You better be careful, the Renaissance Man in you is showing through.

Daniel J Simoens
11-16-2012, 10:13 AM
I could have perdicted this

Paul "Happy" Gilmore
11-16-2012, 10:28 AM
The Bell Curve must be about clicker training if it is controversial on RTF..

Julie R.
11-16-2012, 10:31 AM
I too would like to see examples of what you consider five-dollar words, Murral. Personally, I've always enjoyed learning new words and new context for old ones. Like Ken, I write the same way I talk. If I see an unfamiliar word, I'll look it up. If I like it, I'll find a way to use it. And I appreciate good writers, whether of fiction, news articles and/or internet posts.


Thanks Ken, for that link. And schadenfreude is a good word, too, I'll definitely remember that one. But, I'd really like to learn some $5 words--help me out here, Murral.

murral stark
11-16-2012, 03:10 PM
I too would like to see examples of what you consider five-dollar words, Murral. Personally, I've always enjoyed learning new words and new context for old ones. Like Ken, I write the same way I talk. If I see an unfamiliar word, I'll look it up. If I like it, I'll find a way to use it. And I appreciate good writers, whether of fiction, news articles and/or internet posts.

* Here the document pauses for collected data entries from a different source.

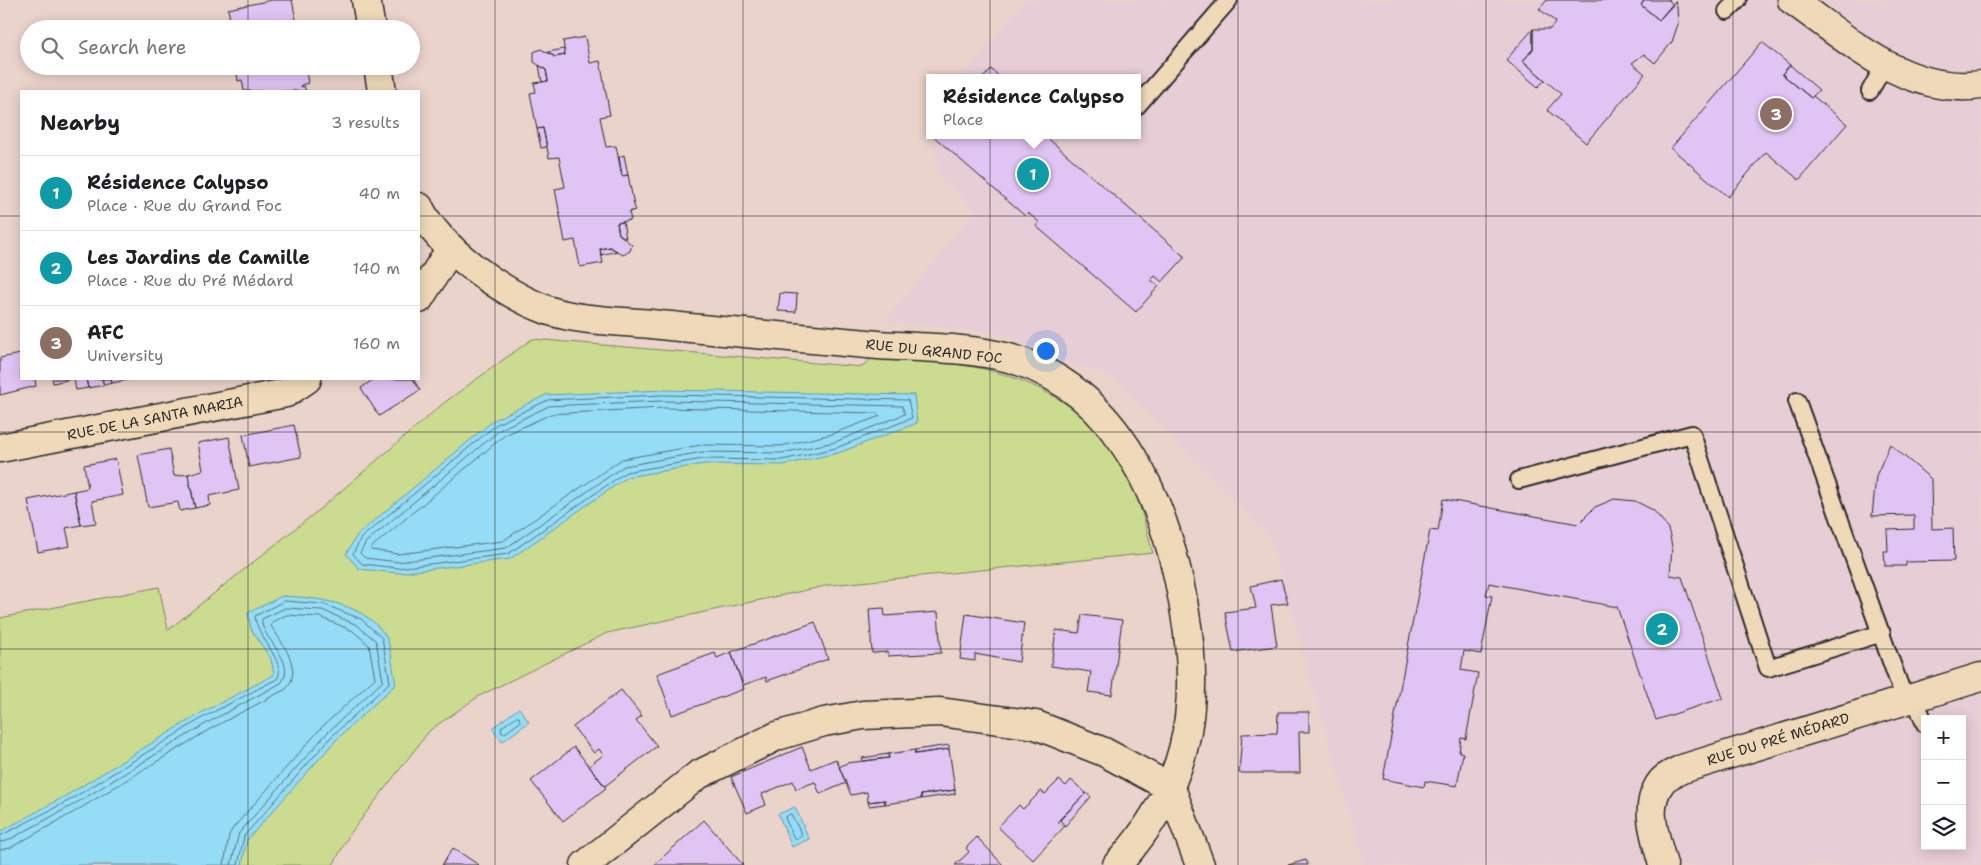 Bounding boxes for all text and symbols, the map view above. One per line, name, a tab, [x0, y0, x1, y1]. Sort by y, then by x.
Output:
search box	[20, 20, 420, 75]
icon: search	[38, 34, 66, 62]
text: Search here	[78, 35, 187, 60]
popup	[926, 74, 1141, 139]
text: Résidence Calypso	[943, 84, 1124, 109]
pin: 3	[1760, 95, 1792, 133]
text: Nearby	[40, 109, 120, 137]
text: Place	[943, 109, 984, 130]
text: 3 results	[331, 112, 400, 133]
pin: 1	[1017, 155, 1049, 193]
text: Résidence Calypso	[87, 170, 269, 195]
text: 1	[52, 183, 60, 204]
text: 40 m	[358, 183, 400, 204]
text: Place · Rue du Grand Foc	[87, 195, 282, 216]
text: Les Jardins de Camille	[87, 245, 310, 270]
text: 2	[50, 258, 62, 279]
text: 140 m	[353, 258, 400, 279]
text: Place · Rue du Pré Médard	[87, 270, 293, 291]
text: AFC	[87, 320, 124, 345]
text: 3	[50, 333, 62, 354]
text: 160 m	[353, 333, 400, 354]
street label: RUE DU GRAND FOC	[865, 335, 1003, 367]
your location	[1033, 338, 1059, 364]
text: University	[87, 345, 163, 366]
street label: RUE DE LA SANTA MARIA	[65, 392, 245, 444]
pin: 2	[1646, 610, 1678, 648]
street label: RUE DU PRÉ MÉDARD	[1705, 709, 1851, 769]
map controls	[1921, 715, 1966, 850]
button: +	[1921, 715, 1966, 760]
button: −	[1921, 760, 1966, 805]
button: layers	[1921, 805, 1966, 850] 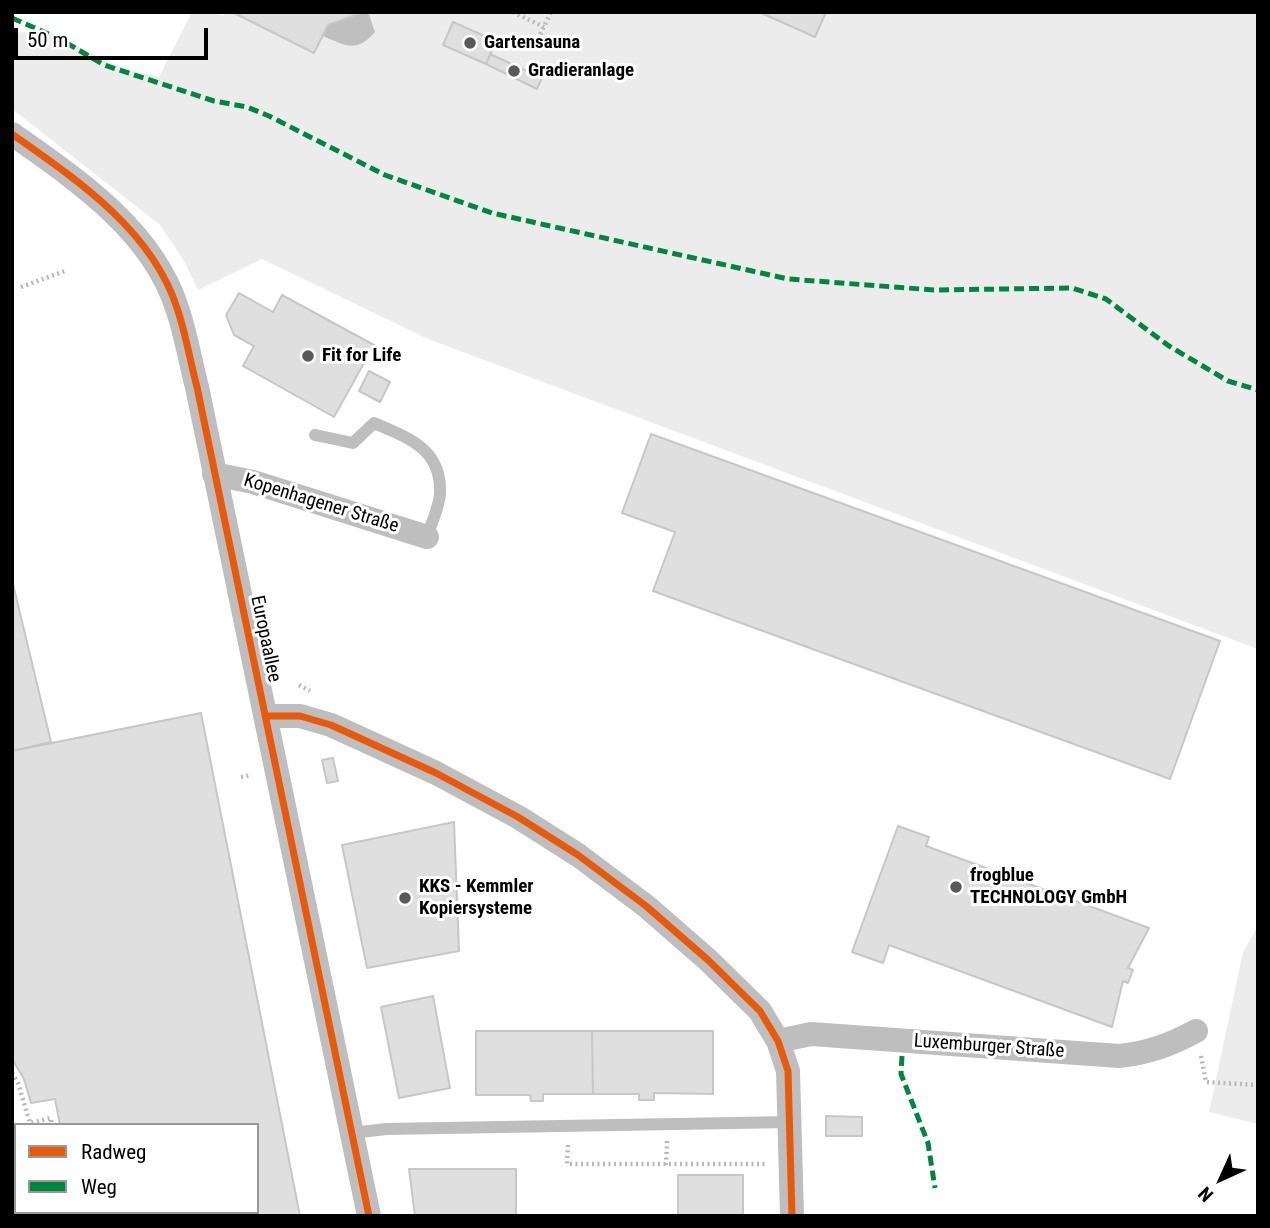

Thanks Ken, for that link. And schadenfreude is a good word, too, I'll definitely remember that one. But, I'd really like to learn some $5 words--help me out here, Murral.

It's just an expression that my dad used to describe words that he had no idea what they meant. Just stuck with me. The one word I was referencing was that "schadenfreude". Another is bloviating just stuff like that. I was just curious to the reasoning behind the use of words like that.

murral stark
11-16-2012, 03:13 PM
Amazing, I have to answer to you for the vocabulary I have acquired???
The better question might be how you have avoided acquiring a vocabulary................

Like it or not, I say what I mean and mean what I say and every now and then, I spell it correctly!!!:cool:
(not always though)

What's up with that? I was asking a question didn't need someone to try and insult me.

Uncle Bill
11-16-2012, 03:32 PM
My spelling is really pretty abysmal, so I keep spell check on all the time and also sometimes double check with the dictionary. I think that some of the tendency to stretch (vocabularily speaking) comes from what one reads, and what writers one admires. Ed Zern and Patrick McManus often had a very nice turn of phrase, as did Havilah Babcock. Hemingway was no slouch either.

Having a vocabulary allows one to accuse someone of suffering from logorrhea, which is much more elegant than "diarrhea of the mouth" a particularly unpleasant expression.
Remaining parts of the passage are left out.